Single by Doechii

from the album Alligator Bites Never Heal
- Released: July 27, 2024
- Recorded: 2024
- Genre: Hip-hop
- Length: 2:08
- Label: Top Dawg; Capitol;
- Songwriters: Jaylah Hickmon; Markus Randle;
- Producer: Childish Major

Doechii singles chronology
| "Rocket" (2024) | "Nissan Altima" (2024) | "Boom Bap" (2024) |

Music video
- "Nissan Altima" on YouTube

= Nissan Altima (song) =

2024 single by Doechii

"Nissan Altima" is a song by American rapper Doechii, released on July 27, 2024, as the lead single from her second mixtape Alligator Bites Never Heal (2024). It was produced by Childish Major.

==Content==
In the song, Doechii performs in a rapid-fire flow. The lyrics center around Doechii asserting her dominance in sexual matters, with emphasis on her bisexuality: "Cunnilingus Dalai Lama / Doechii cooler than a fan, but she get hotter than a sauna / Take a trip out of Japan and I tsunami her vagina / Wine and dine her, Benihana, I'm the new hip-hop Madonna / I'm the new hip-hop Madonna, I'm the trap Grace Jones / I don't know what type of motherfuckin' crack they on / I'm like Carrie Bradshaw with a back brace on / I been carrying you bitches now for way too long".

==Critical reception==
Andy Kellman of AllMusic wrote, "Her microphone control and wordplay are in top form on 'Nissan Altima,' a swift and booming track where the self-dubbed 'trap Grace Jones' alternately motivates and intimidates with belligerent verses that include a shrugging note of her replacement of a man with a woman." Lily Goldberg of Pitchfork commented, "Heat takes over on 'Nissan Altima,' a standout filled with flavor and filth".

==Music video==
The music video was directed by James Mackel and released alongside the single. It sees Doechii cruising in a Nissan Altima with rappers and fellow TDE labelmates Jay Rock, Ab-Soul and Isaiah Rashad. The car is then towed, but they stay beside it on the bed of the tow truck as Doechii raps.

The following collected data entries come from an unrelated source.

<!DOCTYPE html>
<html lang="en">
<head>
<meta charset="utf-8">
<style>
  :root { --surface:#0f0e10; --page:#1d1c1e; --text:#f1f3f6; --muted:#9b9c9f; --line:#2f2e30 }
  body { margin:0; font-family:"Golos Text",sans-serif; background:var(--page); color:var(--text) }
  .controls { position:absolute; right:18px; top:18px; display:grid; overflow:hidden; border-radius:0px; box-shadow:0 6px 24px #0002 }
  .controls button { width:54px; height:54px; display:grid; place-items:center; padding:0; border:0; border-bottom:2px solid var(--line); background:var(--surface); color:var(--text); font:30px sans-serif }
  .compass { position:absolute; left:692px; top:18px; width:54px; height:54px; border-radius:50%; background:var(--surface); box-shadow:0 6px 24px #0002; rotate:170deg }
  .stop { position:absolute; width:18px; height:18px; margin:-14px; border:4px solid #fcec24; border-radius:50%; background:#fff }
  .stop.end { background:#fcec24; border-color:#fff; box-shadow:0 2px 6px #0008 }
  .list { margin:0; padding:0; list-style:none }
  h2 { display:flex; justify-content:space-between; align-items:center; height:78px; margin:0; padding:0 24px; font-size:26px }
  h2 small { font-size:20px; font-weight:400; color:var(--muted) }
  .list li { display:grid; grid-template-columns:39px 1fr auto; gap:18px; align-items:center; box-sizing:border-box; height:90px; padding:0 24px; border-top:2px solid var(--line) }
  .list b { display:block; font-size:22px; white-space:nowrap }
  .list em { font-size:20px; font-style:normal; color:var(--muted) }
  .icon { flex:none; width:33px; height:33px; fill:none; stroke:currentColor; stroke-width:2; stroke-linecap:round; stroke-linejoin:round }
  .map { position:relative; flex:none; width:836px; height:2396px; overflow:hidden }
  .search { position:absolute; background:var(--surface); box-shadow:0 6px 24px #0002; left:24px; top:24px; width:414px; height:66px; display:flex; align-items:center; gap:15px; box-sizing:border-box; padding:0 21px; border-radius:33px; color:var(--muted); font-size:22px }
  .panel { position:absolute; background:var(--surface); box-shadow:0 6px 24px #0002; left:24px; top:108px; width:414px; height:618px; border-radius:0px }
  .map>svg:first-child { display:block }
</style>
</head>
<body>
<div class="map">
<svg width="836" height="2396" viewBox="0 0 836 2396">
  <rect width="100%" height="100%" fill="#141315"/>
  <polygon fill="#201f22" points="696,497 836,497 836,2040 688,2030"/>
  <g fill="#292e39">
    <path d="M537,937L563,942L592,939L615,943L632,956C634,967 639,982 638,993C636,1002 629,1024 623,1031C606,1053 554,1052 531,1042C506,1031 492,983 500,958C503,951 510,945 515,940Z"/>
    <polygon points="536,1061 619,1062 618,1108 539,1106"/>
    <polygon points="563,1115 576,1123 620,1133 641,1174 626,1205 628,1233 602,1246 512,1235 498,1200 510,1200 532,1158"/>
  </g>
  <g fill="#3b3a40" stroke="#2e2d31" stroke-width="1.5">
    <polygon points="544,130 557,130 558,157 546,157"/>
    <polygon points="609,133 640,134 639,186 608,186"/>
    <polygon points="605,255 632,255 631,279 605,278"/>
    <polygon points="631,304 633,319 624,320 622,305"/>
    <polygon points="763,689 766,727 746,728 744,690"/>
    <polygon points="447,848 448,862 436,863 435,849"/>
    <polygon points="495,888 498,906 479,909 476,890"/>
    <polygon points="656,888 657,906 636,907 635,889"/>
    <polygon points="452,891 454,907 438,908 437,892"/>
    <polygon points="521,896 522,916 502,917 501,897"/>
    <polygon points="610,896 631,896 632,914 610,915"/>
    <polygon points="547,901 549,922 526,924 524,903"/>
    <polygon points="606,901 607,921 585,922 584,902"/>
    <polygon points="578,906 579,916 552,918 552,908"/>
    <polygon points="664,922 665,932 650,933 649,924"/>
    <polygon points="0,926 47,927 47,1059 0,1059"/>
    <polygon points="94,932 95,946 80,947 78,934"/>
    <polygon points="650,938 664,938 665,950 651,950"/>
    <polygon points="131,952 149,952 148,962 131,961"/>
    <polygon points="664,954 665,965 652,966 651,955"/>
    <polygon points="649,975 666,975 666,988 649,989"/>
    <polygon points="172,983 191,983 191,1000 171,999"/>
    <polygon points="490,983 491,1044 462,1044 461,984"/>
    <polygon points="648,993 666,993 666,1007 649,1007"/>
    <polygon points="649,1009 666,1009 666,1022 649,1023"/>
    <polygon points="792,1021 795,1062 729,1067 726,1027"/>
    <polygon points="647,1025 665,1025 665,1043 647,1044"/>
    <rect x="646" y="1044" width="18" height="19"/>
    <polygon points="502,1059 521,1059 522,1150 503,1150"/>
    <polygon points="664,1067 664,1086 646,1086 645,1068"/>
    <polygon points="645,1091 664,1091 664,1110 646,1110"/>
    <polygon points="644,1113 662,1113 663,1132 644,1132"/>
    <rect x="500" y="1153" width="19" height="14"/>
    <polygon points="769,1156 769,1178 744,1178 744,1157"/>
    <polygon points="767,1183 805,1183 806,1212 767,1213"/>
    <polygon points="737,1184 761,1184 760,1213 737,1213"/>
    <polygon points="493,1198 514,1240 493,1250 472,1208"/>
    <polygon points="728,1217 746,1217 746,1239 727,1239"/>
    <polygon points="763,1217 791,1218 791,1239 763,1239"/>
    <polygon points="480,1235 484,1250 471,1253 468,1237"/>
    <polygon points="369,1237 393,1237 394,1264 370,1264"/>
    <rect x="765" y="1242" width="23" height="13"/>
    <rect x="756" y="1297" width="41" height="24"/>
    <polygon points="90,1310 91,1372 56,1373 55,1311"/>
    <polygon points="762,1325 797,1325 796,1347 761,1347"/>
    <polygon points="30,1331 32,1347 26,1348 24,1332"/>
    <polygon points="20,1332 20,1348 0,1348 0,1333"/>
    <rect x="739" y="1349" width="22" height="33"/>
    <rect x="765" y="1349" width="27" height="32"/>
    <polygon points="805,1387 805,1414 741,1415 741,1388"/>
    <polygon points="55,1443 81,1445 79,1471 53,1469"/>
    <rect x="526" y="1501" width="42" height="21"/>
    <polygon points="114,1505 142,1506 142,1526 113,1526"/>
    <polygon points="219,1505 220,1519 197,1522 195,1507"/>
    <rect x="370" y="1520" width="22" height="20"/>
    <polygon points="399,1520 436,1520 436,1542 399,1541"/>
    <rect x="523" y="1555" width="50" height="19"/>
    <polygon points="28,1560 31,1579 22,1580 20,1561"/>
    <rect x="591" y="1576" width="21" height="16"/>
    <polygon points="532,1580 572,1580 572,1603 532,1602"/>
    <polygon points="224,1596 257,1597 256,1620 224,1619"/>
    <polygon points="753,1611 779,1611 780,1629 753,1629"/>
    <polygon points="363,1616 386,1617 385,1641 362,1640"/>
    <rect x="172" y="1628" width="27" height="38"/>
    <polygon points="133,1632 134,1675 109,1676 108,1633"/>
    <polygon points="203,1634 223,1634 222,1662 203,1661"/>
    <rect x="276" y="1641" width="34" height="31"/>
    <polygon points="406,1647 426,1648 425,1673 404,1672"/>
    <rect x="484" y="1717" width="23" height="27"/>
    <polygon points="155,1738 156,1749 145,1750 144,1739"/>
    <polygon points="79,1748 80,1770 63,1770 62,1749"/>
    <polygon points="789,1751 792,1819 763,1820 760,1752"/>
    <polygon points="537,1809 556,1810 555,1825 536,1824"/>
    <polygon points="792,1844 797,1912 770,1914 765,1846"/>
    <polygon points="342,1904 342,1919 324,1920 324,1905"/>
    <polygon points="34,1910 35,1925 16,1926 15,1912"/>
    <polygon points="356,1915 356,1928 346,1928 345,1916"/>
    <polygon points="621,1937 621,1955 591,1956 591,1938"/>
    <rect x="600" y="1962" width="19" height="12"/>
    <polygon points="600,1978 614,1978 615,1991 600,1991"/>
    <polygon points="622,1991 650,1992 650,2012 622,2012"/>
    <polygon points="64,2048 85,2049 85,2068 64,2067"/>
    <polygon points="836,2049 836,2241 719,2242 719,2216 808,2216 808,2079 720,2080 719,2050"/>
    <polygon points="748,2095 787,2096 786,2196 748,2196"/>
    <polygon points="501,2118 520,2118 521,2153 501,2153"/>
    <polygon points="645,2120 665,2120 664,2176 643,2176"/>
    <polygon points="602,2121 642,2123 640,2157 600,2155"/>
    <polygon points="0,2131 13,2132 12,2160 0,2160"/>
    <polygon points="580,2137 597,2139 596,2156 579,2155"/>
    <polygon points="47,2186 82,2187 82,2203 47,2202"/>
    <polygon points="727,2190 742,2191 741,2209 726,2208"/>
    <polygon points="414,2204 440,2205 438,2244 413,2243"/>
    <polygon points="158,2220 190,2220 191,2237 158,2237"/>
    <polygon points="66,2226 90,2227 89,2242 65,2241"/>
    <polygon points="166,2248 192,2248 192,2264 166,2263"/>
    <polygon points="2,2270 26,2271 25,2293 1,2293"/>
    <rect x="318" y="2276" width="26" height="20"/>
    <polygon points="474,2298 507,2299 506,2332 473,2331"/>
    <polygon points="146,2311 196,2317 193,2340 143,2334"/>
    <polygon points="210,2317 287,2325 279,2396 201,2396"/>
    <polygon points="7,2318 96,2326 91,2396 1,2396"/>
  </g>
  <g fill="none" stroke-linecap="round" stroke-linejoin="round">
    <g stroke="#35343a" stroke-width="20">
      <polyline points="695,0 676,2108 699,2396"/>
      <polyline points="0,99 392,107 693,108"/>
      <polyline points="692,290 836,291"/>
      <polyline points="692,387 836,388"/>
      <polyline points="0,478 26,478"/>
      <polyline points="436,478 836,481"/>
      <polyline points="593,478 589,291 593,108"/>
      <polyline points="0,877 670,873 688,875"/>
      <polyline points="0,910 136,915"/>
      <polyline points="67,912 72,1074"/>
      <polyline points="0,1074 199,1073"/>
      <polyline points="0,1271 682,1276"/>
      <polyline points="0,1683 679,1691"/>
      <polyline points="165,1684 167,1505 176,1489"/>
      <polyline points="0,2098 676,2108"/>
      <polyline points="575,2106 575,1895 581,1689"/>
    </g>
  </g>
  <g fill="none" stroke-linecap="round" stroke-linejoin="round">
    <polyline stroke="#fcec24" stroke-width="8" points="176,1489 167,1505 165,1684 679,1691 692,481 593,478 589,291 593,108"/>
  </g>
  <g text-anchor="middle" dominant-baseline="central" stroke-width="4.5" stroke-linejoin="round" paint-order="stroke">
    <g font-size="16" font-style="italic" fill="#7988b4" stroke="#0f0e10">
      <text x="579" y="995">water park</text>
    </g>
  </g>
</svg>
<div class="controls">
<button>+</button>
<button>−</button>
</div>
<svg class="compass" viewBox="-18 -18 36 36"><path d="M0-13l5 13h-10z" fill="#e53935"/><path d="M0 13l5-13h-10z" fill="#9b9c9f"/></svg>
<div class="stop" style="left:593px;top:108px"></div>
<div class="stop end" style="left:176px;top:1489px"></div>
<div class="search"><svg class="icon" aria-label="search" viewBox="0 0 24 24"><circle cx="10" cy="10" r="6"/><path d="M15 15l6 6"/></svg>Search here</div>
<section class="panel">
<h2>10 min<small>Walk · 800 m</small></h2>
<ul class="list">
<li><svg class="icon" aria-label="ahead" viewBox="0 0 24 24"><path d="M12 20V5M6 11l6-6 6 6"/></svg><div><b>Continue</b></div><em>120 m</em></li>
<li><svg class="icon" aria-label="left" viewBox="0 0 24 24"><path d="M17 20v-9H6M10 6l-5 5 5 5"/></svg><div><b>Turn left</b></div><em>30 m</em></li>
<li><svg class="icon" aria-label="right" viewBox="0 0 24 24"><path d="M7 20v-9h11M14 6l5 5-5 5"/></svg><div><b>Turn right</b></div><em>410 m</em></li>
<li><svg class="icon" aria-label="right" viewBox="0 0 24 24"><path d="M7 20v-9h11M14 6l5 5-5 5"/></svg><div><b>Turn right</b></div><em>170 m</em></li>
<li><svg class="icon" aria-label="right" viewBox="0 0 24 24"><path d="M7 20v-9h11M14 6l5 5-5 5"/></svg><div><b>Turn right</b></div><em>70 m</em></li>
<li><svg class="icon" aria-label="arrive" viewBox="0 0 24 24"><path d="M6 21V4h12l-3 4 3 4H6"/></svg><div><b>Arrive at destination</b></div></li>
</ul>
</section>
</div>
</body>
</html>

==Awards and nominations==

| Year | Award | Category | Result | Ref. |
|---|---|---|---|---|
| 2025 | Grammy Awards | Best Rap Performance | Nominated |  |

==Charts==

===Weekly charts===

Weekly chart performance for "Nissan Altima"
| Chart (2025) | Peak position |
|---|---|
| Australia Hip Hop/R&B (ARIA) | 19 |
| Canada Hot 100 (Billboard) | 79 |
| Global 200 (Billboard) | 155 |
| Ireland (IRMA) | 77 |
| New Zealand Hot Singles (RMNZ) | 24 |
| UK Singles (Official Charts) | 66 |
| UK Hip Hop/R&B (Official Charts) | 26 |
| US Billboard Hot 100 | 73 |
| US Hot R&B/Hip-Hop Songs (Billboard) | 26 |

===Year-end charts===

Year-end chart performance for "Nissan Altima"
| Chart (2025) | Position |
|---|---|
| US Hot R&B/Hip-Hop Songs (Billboard) | 64 |

==Certifications==

Certifications for "Nissan Altima"
| Region | Certification | Certified units/sales |
| Australia (ARIA) | Gold | 35,000^{‡} |
| Brazil (Pro-Música Brasil) | Platinum | 40,000^{‡} |
| New Zealand (RMNZ) | Gold | 15,000^{‡} |
| United Kingdom (BPI) | Silver | 200,000^{‡} |
| United States (RIAA) | Gold | 500,000^{‡} |
^{‡} Sales+streaming figures based on certification alone.